I hadn’t realized how much I associated her with my religious conversion until she was gone: we moved into this house the night of my first confession during Lent 2007. The fluffy, all-white cat was there, out in her kitty bed on the back porch, looking on through the window as I stood in the kitchen among moving boxes and told my husband all about the amazing experience I’d had.
It was thanks to her throwing up on our carpet that I first learned what it means to die to self, and the surprising story of her ownership history taught me a lesson about “little” sins that I’ll never forget. She helped me learn how to grow in faith despite the imperfections of life, such as the morning that I was praying Lauds as part of my reckless experiment with prayer, standing at the back door and soaking in the glow of the morning sun, only to glance down from my prayer book and see a decapitated squirrel that the cat had left at our doorstep. (I will note, though, that her tendency to drop these little gifts was balanced by the fact that she helped out with the whole terrifying scorpion infestation thing.)
We never did decide on a name. The previous owner named her Emma. My then-three-year-old son came up with White House, presumably inspired by the color of her fur. The neighbor girls called her Snowball. Yaya named her Possum, a humorous nod to an uproarious controversy that erupted when Yaya wanted to bring a wild possum she’d trapped in her yard up here for the kids to play with; I won, and the varmint stayed in Houston, but she called the cat Possum after that.
The last time I saw the cat was on Good Friday, almost three years to the day after she first came into our lives.

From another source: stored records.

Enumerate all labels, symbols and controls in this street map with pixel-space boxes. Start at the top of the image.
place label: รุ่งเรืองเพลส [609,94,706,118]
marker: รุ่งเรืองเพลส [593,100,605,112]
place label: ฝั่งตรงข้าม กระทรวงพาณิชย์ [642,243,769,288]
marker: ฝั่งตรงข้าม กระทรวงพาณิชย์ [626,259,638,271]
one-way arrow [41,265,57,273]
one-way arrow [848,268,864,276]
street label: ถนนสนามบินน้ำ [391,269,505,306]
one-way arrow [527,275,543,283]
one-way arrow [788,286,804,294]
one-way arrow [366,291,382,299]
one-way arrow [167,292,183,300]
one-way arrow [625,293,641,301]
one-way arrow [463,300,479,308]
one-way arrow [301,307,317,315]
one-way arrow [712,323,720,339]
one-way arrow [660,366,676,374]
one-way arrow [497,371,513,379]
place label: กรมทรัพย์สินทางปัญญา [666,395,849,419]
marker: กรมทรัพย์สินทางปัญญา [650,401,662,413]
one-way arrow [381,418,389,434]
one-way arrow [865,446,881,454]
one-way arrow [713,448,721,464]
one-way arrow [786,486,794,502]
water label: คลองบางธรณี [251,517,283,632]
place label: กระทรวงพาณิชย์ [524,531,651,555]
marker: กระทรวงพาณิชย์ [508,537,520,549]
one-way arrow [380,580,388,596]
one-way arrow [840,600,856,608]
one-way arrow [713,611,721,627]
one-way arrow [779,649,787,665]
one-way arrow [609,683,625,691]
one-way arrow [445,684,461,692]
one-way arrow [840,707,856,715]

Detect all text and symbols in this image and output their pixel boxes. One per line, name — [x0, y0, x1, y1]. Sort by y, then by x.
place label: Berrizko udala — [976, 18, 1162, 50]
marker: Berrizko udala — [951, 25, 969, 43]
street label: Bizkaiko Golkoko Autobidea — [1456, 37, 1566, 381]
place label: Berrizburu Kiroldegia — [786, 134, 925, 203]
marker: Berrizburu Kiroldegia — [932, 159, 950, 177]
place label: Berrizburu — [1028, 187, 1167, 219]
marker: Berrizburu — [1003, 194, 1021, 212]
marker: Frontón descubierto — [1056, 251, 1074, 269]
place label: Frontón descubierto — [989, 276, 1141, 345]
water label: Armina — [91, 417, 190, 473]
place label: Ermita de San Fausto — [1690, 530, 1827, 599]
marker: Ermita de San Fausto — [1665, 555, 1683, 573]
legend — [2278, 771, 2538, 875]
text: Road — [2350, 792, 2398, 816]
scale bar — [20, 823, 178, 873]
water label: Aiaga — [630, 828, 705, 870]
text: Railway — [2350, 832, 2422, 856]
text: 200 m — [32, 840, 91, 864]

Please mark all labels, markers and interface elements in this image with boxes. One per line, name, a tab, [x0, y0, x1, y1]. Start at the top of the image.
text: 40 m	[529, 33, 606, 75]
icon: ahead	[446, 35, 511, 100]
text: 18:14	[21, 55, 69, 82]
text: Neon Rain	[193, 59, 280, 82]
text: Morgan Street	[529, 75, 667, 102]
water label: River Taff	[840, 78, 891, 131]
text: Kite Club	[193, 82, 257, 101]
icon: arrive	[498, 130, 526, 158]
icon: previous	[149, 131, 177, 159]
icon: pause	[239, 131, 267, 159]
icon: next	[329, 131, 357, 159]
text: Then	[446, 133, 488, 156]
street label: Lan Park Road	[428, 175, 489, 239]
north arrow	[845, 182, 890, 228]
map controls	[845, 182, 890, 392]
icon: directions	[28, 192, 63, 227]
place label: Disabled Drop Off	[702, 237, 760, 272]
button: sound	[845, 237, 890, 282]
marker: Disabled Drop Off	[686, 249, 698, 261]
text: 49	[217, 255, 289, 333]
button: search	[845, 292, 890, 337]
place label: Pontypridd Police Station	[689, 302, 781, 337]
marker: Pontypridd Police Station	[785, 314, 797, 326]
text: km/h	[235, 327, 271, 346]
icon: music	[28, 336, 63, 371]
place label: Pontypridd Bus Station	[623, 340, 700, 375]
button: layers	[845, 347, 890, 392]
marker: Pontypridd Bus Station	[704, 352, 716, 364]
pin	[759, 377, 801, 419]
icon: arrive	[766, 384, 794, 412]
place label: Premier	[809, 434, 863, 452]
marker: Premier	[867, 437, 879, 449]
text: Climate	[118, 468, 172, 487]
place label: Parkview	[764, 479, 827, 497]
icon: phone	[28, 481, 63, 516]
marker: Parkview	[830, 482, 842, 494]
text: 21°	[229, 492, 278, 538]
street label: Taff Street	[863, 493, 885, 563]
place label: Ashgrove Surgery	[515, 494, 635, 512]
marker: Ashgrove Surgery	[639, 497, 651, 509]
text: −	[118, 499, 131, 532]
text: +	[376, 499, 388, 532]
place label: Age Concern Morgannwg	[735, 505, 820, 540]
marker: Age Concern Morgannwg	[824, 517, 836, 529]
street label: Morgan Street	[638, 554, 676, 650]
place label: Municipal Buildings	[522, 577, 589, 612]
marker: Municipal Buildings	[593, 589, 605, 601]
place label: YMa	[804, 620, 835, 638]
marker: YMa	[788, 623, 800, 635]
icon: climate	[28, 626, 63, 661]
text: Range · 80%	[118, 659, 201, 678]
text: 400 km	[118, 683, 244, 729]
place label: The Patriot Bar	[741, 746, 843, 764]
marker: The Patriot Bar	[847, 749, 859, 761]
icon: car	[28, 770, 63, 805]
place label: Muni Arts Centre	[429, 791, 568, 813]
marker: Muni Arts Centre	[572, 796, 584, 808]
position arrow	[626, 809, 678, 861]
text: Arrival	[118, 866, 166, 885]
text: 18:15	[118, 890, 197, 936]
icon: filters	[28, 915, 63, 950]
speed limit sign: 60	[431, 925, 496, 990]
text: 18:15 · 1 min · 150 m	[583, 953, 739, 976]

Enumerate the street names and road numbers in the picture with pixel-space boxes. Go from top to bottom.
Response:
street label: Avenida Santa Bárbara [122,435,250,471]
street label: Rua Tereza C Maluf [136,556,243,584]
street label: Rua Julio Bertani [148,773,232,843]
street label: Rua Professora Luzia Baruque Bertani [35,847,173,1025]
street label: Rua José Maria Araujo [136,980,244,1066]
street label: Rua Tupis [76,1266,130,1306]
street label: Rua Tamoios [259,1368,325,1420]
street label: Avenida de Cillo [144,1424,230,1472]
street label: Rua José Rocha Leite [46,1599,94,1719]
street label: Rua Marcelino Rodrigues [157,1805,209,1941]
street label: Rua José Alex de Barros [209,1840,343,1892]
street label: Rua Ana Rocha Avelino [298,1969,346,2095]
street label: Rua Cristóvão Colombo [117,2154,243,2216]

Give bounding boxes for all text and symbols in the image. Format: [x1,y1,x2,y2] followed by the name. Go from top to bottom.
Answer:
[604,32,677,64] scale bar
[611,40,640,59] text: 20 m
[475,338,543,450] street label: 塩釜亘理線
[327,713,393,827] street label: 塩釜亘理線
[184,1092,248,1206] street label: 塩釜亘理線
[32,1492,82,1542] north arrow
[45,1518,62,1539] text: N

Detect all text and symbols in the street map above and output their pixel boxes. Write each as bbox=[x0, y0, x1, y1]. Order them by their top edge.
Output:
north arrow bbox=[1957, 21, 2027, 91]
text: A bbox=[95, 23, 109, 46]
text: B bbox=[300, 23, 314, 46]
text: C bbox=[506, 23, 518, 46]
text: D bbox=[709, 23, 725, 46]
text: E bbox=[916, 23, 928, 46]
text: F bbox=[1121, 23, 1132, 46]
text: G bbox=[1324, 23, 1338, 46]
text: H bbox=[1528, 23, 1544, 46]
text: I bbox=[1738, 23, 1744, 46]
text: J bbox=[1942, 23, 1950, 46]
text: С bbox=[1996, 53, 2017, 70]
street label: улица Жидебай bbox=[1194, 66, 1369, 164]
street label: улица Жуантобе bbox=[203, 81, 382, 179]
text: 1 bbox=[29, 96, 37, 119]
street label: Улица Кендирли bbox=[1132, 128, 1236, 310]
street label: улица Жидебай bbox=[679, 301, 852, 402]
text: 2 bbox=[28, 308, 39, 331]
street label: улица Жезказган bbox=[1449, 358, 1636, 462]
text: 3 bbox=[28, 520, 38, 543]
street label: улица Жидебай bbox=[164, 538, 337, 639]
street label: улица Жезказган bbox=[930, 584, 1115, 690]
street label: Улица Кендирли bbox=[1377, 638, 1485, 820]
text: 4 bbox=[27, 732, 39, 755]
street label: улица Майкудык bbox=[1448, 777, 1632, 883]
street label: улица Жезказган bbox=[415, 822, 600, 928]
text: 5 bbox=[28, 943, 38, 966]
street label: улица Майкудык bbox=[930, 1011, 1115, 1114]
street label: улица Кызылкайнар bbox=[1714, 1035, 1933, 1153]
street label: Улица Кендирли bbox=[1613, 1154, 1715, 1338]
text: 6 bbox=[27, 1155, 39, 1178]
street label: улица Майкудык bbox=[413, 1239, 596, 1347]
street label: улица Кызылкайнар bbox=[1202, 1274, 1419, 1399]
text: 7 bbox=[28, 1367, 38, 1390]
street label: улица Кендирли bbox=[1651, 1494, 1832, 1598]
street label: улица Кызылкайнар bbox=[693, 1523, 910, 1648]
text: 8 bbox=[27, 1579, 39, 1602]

I’d often agonize about how we’d take care of her on our tight budget; it never occurred to me that she might just disappear. I would have expected that I’d feel more relief about not needing to deal with the cat anymore, but I’m finding that I actually miss her. It was part of my morning routine to hear the soft padding sounds of her paws on the back window when I first walked into the kitchen each day. It’s weird to be greeted with silence.
So goodbye to Emma White House Possum Snowball, wherever you are. We’ll miss you.